| Tachibana Ann ( @ 2004-04-23 13:08:00 |
| Current mood: |
I'm so happy that today is almost over. It has not been a good day.
I forgot everything at home this morning because I was running late because I woke up late. Kaasan was not happy, she said she came in three times to knock me up, but I didn't even hear her. I was probably dreaming, but I don't remember anything that happened. Then she told me that I should get more sleep and not be out all the time, and told me to hurry up. I made it to school in time so that was all right.

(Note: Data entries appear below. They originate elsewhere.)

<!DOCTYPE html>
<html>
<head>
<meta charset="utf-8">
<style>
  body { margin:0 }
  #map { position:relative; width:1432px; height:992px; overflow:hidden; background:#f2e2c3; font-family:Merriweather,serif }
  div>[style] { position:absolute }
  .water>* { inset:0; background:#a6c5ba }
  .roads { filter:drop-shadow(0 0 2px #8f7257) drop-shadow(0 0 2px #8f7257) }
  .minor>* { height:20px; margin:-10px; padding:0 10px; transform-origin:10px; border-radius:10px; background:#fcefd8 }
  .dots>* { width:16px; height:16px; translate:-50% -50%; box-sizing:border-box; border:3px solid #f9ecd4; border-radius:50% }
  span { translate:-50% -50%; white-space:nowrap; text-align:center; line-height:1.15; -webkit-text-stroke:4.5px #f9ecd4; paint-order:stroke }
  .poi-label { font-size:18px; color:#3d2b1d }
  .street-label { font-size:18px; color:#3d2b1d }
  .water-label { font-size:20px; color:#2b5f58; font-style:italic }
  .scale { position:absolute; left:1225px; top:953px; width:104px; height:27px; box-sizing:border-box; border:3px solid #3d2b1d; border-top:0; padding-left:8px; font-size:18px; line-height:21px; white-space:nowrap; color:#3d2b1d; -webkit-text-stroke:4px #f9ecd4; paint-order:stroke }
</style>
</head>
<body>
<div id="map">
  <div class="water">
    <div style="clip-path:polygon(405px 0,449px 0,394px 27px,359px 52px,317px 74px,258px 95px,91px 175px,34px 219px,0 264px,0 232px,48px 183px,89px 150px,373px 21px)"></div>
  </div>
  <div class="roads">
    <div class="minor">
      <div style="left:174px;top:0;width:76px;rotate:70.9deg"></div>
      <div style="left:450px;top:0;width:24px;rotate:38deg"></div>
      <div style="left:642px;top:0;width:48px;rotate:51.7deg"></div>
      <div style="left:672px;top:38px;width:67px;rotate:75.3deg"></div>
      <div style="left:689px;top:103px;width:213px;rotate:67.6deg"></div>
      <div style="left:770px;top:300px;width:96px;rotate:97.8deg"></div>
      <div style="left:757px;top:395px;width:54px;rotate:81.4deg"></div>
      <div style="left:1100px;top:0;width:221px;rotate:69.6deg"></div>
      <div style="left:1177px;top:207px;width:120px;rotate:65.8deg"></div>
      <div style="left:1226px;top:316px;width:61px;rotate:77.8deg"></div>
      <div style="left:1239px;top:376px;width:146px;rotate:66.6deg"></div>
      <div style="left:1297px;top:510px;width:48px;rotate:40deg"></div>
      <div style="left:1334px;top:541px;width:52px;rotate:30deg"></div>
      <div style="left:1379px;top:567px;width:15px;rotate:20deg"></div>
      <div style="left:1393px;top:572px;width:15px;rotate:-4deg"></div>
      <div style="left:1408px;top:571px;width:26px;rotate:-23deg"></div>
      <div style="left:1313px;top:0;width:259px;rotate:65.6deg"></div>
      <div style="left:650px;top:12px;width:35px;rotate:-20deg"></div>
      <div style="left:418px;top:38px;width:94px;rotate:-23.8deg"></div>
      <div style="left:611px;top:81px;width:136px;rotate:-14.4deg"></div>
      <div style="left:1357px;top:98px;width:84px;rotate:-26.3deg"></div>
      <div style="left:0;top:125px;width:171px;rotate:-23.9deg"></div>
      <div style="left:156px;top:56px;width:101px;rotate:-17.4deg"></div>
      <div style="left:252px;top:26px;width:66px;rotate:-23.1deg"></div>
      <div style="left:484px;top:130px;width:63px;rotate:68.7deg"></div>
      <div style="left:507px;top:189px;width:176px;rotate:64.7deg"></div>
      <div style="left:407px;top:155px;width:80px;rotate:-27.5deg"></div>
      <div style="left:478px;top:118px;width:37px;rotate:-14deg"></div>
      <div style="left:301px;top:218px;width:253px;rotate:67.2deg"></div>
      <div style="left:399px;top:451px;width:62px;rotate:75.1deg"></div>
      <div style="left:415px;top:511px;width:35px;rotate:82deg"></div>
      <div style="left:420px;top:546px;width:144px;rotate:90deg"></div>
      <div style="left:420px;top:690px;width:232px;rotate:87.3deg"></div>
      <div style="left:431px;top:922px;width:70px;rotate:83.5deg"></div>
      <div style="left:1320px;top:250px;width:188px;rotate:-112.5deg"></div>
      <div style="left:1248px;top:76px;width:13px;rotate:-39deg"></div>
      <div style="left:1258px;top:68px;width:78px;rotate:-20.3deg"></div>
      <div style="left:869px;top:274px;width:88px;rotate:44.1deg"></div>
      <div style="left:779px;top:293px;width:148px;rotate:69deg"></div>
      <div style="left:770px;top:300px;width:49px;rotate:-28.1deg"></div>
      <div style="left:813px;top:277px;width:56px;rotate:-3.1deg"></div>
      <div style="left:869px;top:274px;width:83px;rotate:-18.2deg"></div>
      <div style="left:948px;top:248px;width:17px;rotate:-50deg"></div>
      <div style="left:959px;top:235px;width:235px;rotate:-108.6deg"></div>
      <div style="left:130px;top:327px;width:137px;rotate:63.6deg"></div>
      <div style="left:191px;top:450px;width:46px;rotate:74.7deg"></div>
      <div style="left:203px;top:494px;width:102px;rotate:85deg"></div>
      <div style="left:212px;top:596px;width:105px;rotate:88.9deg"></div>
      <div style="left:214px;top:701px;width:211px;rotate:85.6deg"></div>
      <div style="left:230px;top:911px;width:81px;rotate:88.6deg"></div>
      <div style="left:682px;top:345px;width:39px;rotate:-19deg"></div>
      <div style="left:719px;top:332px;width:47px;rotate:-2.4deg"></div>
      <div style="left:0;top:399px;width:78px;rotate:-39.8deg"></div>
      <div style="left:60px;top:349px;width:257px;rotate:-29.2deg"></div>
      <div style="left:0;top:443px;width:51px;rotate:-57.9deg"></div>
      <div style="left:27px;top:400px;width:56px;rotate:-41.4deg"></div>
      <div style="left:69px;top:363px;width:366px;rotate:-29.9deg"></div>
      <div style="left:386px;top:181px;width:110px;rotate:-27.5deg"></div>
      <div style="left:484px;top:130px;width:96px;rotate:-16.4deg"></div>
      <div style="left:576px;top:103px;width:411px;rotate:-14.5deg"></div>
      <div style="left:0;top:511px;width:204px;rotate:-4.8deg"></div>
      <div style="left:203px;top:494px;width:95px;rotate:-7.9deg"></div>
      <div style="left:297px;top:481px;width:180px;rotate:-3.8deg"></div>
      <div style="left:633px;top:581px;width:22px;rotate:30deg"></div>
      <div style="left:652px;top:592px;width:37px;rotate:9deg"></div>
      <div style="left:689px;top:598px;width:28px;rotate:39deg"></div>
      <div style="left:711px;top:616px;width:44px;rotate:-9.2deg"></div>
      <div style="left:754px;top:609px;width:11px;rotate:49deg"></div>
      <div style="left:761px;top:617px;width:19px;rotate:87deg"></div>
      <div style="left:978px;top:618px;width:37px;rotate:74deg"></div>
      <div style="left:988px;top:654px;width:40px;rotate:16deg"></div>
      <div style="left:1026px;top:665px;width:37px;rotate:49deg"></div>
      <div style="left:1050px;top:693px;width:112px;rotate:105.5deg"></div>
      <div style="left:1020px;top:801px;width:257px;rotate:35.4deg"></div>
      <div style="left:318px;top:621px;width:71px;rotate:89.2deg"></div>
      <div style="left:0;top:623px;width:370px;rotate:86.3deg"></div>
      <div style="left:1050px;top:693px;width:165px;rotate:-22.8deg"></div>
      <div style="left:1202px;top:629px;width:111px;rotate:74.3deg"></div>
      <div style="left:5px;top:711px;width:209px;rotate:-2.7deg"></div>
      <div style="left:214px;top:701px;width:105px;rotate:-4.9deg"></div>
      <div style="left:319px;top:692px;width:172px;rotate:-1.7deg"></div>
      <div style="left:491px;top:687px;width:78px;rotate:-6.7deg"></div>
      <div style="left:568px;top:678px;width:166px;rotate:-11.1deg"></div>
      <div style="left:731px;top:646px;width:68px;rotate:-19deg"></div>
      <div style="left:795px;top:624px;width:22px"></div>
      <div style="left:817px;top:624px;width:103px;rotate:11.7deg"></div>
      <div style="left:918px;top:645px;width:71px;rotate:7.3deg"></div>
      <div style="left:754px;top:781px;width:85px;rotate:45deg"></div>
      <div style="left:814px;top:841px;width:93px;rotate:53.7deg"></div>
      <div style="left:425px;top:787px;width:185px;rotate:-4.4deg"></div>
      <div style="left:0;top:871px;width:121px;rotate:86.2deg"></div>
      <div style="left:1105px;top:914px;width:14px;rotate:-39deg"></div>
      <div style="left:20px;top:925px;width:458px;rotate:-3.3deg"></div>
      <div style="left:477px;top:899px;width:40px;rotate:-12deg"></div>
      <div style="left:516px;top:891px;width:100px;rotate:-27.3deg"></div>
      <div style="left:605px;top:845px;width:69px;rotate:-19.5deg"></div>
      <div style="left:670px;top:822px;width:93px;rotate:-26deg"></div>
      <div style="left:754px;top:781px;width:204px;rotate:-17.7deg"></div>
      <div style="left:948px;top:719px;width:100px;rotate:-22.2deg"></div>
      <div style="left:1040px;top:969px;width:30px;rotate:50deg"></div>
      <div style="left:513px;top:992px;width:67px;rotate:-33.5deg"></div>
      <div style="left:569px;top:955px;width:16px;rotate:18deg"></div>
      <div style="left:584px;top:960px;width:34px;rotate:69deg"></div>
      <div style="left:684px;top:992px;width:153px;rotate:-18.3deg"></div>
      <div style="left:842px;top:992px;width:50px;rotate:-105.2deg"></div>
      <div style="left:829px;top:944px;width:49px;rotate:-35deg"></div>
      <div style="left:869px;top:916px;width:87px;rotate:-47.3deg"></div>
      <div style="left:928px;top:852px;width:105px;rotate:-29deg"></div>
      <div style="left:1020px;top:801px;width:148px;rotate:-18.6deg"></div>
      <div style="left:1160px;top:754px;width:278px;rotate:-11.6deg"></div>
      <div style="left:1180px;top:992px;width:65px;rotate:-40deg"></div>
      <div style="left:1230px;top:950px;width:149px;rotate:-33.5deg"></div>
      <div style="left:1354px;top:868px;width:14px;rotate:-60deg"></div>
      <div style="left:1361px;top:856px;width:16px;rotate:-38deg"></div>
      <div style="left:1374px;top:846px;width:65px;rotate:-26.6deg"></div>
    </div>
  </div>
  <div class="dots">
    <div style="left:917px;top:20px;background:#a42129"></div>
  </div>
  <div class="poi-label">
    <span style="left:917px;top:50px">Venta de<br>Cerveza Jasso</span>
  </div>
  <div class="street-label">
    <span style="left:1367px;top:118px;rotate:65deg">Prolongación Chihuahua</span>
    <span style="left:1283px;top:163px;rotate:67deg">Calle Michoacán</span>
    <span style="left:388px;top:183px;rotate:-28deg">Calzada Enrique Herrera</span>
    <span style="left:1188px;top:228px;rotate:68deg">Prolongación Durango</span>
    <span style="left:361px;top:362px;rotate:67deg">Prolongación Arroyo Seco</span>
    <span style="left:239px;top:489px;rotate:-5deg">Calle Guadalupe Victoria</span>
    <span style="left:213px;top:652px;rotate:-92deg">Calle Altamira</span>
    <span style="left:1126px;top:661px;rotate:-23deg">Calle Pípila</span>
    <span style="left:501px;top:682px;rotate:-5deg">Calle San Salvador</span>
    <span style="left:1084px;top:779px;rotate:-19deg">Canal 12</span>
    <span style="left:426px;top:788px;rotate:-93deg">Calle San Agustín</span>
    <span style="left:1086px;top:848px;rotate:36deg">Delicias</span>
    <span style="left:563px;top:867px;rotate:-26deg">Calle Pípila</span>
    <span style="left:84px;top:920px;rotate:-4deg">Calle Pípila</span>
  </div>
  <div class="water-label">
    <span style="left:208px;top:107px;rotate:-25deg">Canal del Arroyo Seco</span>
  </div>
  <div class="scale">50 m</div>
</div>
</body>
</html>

But this morning, I forgot to bring my history paper to class, so I asked sensei if I could run back to my locker and get it, but it wouldn't open, and I didn't want her to think I was ditching class, so I didn't try to fight with it. I went back without it, and explained and she said it was fine if I got it to her before the end fo the day.
The janitor went to look at it, but he just got it open now, and my paper's not there. Which means it must be home, and I realized I left everything at home, my change purse and my cell phone, because I was too busy.
I guess I've just been distracted and preoccupied, but... I don't know. Everything just seems to be really complicated lately, and I don't like it. Soemtimes it seems that no matter what I do it's just not enough and I'm tired of that feeling. I feel guilty when I'm relaxing or having fun, and I don't know why.
I want to talk to oniichan about it, because he's good at listening to me, but I don't want to put that on him. He's been pretty upbeat, and Kamio-kun and Shinji-kun have helped. I'm stopping by again today. I don't know what to do about the paper.